═══ RECORDS FOR THIS TASK ═══
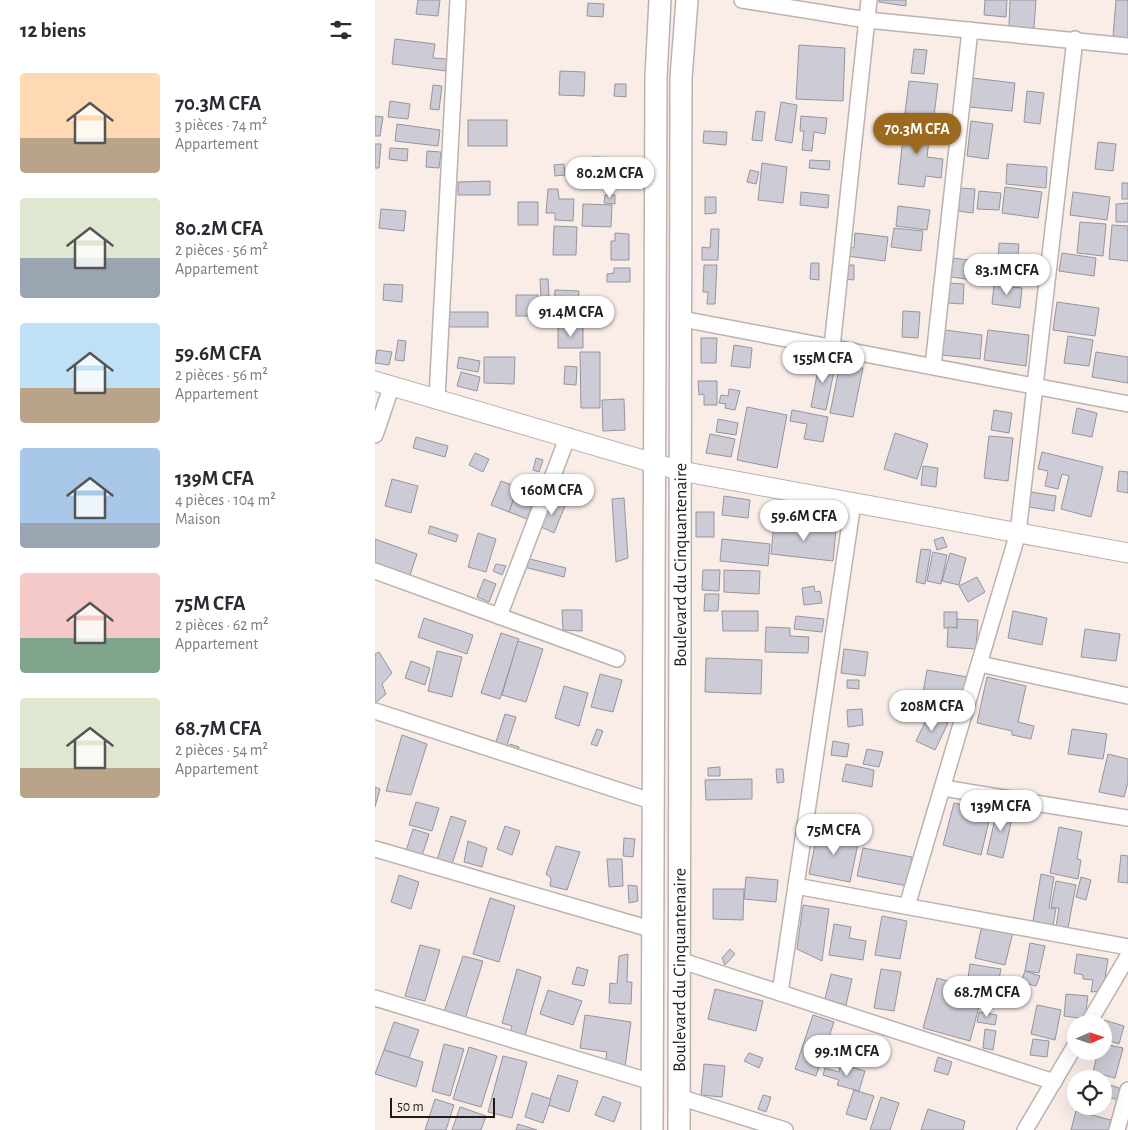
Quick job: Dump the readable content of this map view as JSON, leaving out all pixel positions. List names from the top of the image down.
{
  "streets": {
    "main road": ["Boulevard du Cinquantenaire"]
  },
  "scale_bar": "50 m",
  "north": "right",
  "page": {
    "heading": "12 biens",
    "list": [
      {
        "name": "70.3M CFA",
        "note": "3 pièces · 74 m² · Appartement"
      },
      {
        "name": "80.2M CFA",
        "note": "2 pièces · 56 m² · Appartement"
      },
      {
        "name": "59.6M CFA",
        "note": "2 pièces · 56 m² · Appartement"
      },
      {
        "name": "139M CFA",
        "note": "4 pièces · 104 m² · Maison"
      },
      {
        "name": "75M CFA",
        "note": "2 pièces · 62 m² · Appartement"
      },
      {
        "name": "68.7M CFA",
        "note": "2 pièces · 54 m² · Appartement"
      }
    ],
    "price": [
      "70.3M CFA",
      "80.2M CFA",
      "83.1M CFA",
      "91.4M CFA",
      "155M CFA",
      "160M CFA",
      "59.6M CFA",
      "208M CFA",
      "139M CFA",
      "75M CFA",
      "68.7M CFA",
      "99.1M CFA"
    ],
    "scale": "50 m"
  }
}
═══
_EXERCISE PROMPT_
Wherever a line of the data holds "pièces", copy that line.

_RESPONSE TO THE TASK_
        "note": "3 pièces · 74 m² · Appartement"
        "note": "2 pièces · 56 m² · Appartement"
        "note": "2 pièces · 56 m² · Appartement"
        "note": "4 pièces · 104 m² · Maison"
        "note": "2 pièces · 62 m² · Appartement"
        "note": "2 pièces · 54 m² · Appartement"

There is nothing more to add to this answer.